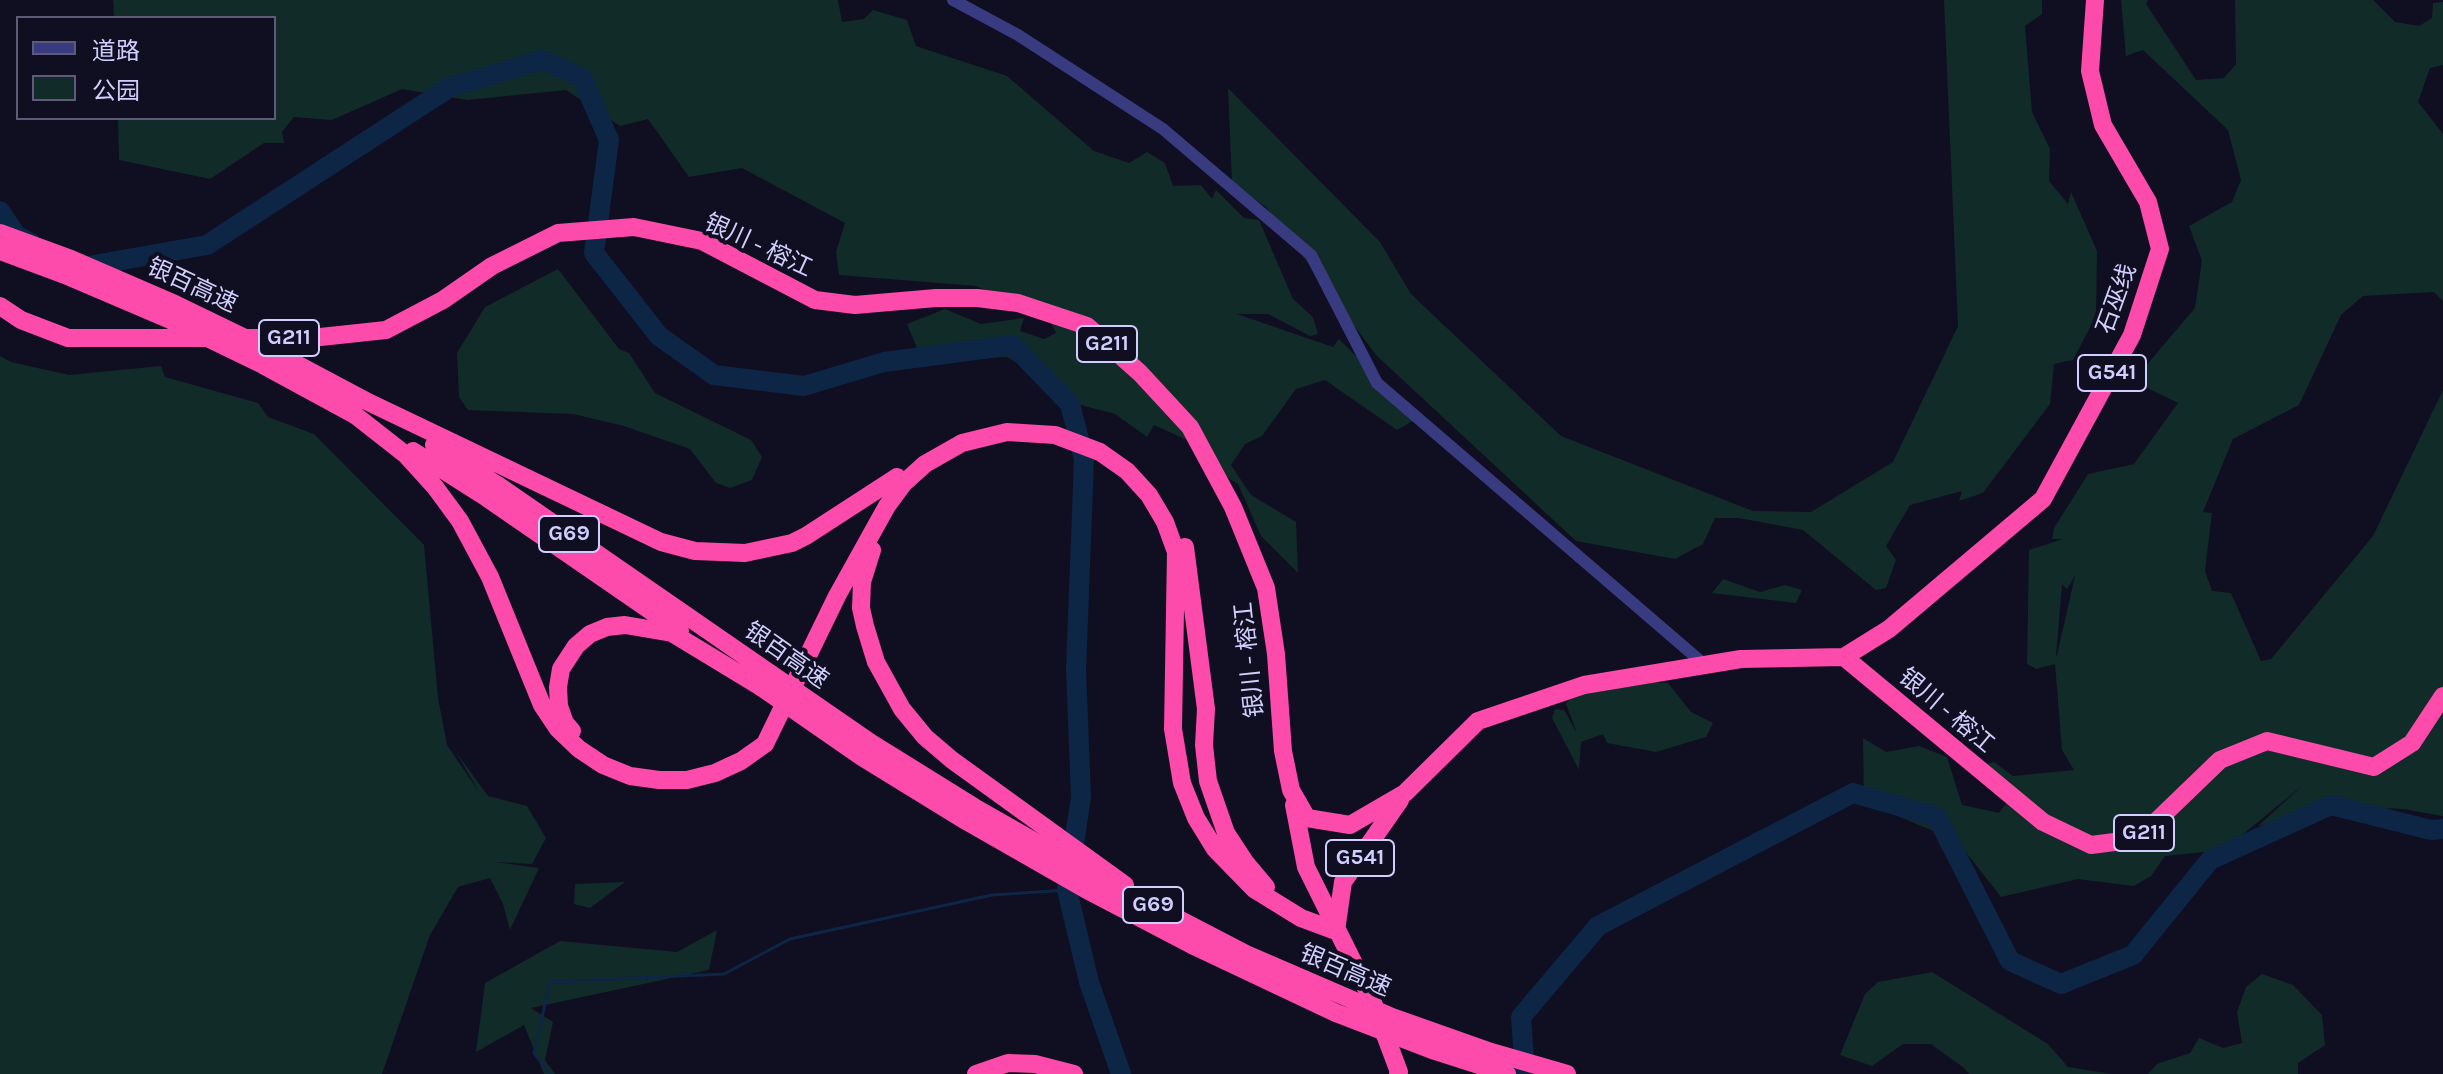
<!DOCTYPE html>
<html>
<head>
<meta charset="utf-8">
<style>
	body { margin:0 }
	#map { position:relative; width:2443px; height:1074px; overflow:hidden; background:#100e21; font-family:Karla,"Noto Sans SC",sans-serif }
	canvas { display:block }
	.legend { position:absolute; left:16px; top:16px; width:260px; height:104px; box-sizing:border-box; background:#100e21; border:2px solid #5d5b79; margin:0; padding:10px 14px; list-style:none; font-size:24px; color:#d1cefe }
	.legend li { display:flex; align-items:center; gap:16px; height:40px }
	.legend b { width:40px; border:2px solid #5d5b79 }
</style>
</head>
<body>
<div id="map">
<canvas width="2443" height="1074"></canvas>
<ul class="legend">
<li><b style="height:10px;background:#393b80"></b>道路</li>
<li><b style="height:22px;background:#112b29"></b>公园</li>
</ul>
</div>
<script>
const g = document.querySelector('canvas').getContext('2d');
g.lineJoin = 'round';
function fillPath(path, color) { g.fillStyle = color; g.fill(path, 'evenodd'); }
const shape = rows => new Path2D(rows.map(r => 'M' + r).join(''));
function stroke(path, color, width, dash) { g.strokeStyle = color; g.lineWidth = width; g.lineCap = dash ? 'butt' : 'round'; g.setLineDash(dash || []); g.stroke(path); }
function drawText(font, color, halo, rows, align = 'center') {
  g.font = font + ' Karla,"Noto Sans SC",sans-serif'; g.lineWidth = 8; g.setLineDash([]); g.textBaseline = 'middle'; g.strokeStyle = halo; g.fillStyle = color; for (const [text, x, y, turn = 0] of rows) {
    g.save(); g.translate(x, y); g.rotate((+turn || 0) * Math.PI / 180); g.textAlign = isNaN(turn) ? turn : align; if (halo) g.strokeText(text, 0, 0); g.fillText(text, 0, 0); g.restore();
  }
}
fillPath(shape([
	[113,0,838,0,842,22,864,19,873,10,907,20,916,46,1007,76,1094,151,1129,163,1147,152,1165,163,1173,186,1201,185,1212,199,1216,190,1244,218,1259,220,1293,299,1313,317,1318,334,1310,336,1268,314,1237,314,1333,347,1339,339,1418,418,1397,430,1325,380,1296,389,1262,436,1245,444,1231,465,1251,495,1296,522,1298,573,1261,536,1238,484,1220,473,1209,450,1154,425,1147,437,1115,414,1050,397,1039,377,1007,357,939,359,926,350,920,355,907,324,945,309,981,324,1024,318,1020,331,1044,339,1056,333,1048,317,976,286,839,275,836,252,845,223,742,168,689,177,648,119,620,126,566,90,467,100,402,89,332,120,294,117,282,132,284,143,264,143,210,179,119,160,118,118,274,118,274,18,114,18],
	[1944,0,2042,0,2042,14,2025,26,2032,112,2050,149,2049,181,2068,204,2071,192,2097,251,2096,316,2073,360,2054,364,2050,404,1983,493,1959,501,1962,491,1910,505,1886,546,1896,560,1886,588,1876,590,1803,530,1739,518,1715,518,1703,544,1675,559,1576,541,1376,355,1266,207,1232,184,1228,88,1380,242,1411,294,1561,436,1753,511,1811,512,1893,462,1958,326],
	[2121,0,2148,0,2146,4,2196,80,2224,78,2236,64,2235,0,2373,0,2395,22,2419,26,2432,18,2433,3,2443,2,2443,65,2430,68,2418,102,2443,134,2443,301,2434,292,2363,296,2341,315,2299,405,2233,439,2203,512,2212,513,2205,571,2212,591,2231,593,2261,661,2271,659,2373,536,2443,390,2443,816,2403,809,2336,806,2258,826,2303,785,2224,850,2165,856,2151,876,2134,886,2078,879,2001,897,1957,841,1864,802,1863,738,1886,752,1919,746,1947,757,1962,805,1999,813,2014,793,1984,764,1994,762,2013,776,2074,770,2062,750,2055,664,2036,669,2027,664,2029,550,2063,539,2052,539,2054,528,2088,474,2134,464,2178,403,2133,381,2195,308,2202,261,2189,226,2232,202,2241,180,2228,130,2143,50,2126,56],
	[2075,576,2057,655,2056,656,2062,584,2067,589],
	[558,269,619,349,629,353,655,393,751,440,762,457,752,480,730,488,716,483,690,449,624,426,573,414,468,410,459,397,457,353,485,307],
	[0,356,11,362,69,375,161,366,165,377,258,403,268,417,314,434,424,545,438,698,447,745,479,792,456,752,488,796,527,806,546,838,532,864,495,862,539,868,510,930,503,904,490,878,458,887,430,935,382,1074,0,1074],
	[1723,579,1760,592,1785,585,1802,590,1796,603,1712,593],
	[1653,682,1668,683,1691,712,1713,723,1706,737,1656,752,1607,743,1603,734,1581,742,1579,770,1552,718,1555,709,1564,710,1577,733,1566,704,1572,695],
	[625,882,590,908,574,904,575,884],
	[717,930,709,970,531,1008,553,1022,545,1060,555,1074,544,1074,524,1025,476,1052,485,983,560,941,677,952],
	[1932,972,2048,1044,2068,1067,2112,1074,1969,1074,1964,1068,1931,1044,1903,1044,1872,1066,1840,1055,1865,994,1878,982],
	[2262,974,2293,985,2322,1015,2325,1045,2298,1063,2298,1074,2148,1074,2157,1064,2190,1053,2199,1038,2223,1048,2242,1043,2237,1012,2246,987]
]), '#112b29');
stroke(shape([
	[550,1074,534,1053,550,982,724,974,790,939,992,895,1067,890]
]), '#0d2646', 3);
stroke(shape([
	[0,211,16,235,31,243],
	[77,268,207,245,450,87,543,60,582,78,609,140,594,253,659,336,714,375,804,386,884,362,1013,345,1070,404,1084,459,1076,670,1081,797,1067,890,1089,982,1121,1074],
	[1525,1074,1521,1017,1598,926,1853,793,1937,817,2010,961,2061,984,2133,955,2210,860,2331,805,2431,830,2443,829]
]), '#0d2646', 20);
stroke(shape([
	[953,0,1018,35,1163,129,1311,255,1377,383,1705,665]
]), '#393b80', 12);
stroke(shape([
	[0,306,21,320,68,338,210,338],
	[243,338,311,338,386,330,443,300,492,266,558,233,634,227,702,241,815,300,855,305,936,298,977,298,1018,303,1087,326,1140,373,1190,427,1233,507,1266,588,1276,654,1283,751,1291,790,1307,818,1350,825,1405,793,1478,721,1584,685,1741,659,1844,657,2043,822,2091,845,2138,839,2220,760,2267,741,2374,767,2412,743,2443,696],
	[364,400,661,542,695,551,745,553,792,543,806,536,897,477],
	[355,415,406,455,435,487,460,521,490,577,542,705,558,729,579,749,603,765,630,776,659,780,687,780,715,773,741,761,765,744,837,596,887,506,904,483,925,464,962,443,1007,432,1055,435,1100,452,1127,471,1149,495,1165,522,1176,552,1173,729,1182,783,1196,818,1215,849,1254,889,1301,918,1336,931],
	[434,445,496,484,771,674],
	[413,451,487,498,680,631],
	[1185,547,1206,709,1204,745,1208,781,1226,833,1245,862,1266,887],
	[872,550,862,582,861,608,865,626,876,662,902,709,925,737,952,760,1125,885],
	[1844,657,1889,629,2043,499,2132,335,2160,249,2148,202,2103,125,2090,71,2095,0],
	[572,731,565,723,559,706,558,687,561,669,576,646,590,634,607,627,625,625,672,633,761,687],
	[1294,805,1306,867,1372,1000,1399,1072,1398,1074],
	[1336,931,1343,882,1400,800],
	[976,1074,1008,1063,1035,1064,1074,1074]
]), '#fc4bab', 18);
stroke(shape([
	[0,233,71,259,175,304,270,350,364,400],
	[0,251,65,275,168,319,263,365,355,415],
	[771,674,871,743,974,807,1092,874,1246,954,1392,1017,1491,1052,1567,1074],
	[761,687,862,757,966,821,1085,889,1192,945,1336,1013,1435,1051,1507,1074]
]), '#fc4bab', 18);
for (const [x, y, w] of [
	[289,338,60],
	[1107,344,60],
	[2112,373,68],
	[569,534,60],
	[2144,833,60],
	[1360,858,68],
	[1153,905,60]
]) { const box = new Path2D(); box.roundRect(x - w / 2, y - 18, w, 36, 6); g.fillStyle = '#100e21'; g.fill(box); stroke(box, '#d1cefe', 2); }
drawText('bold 22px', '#d1cefe', null, [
	["G211",289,338],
	["G211",1107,344],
	["G541",2112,373],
	["G69",569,534],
	["G211",2144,833],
	["G541",1360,858],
	["G69",1153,905]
]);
drawText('24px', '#d1cefe', '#100e21', [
	["银川 - 榕江",758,246,25],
	["银百高速",192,286,25],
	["石巫线",2117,299,-70],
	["银百高速",786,656,35],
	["银川 - 榕江",1250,660,-96],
	["银川 - 榕江",1946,711,40],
	["银百高速",1345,971,23]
]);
</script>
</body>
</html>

==================================================

**Your goal:** The answer must be every line from the entries above that holds the string "rows".

**Result of this exercise:**
const shape = rows => new Path2D(rows.map(r => 'M' + r).join(''));
function drawText(font, color, halo, rows, align = 'center') {
  g.font = font + ' Karla,"Noto Sans SC",sans-serif'; g.lineWidth = 8; g.setLineDash([]); g.textBaseline = 'middle'; g.strokeStyle = halo; g.fillStyle = color; for (const [text, x, y, turn = 0] of rows) {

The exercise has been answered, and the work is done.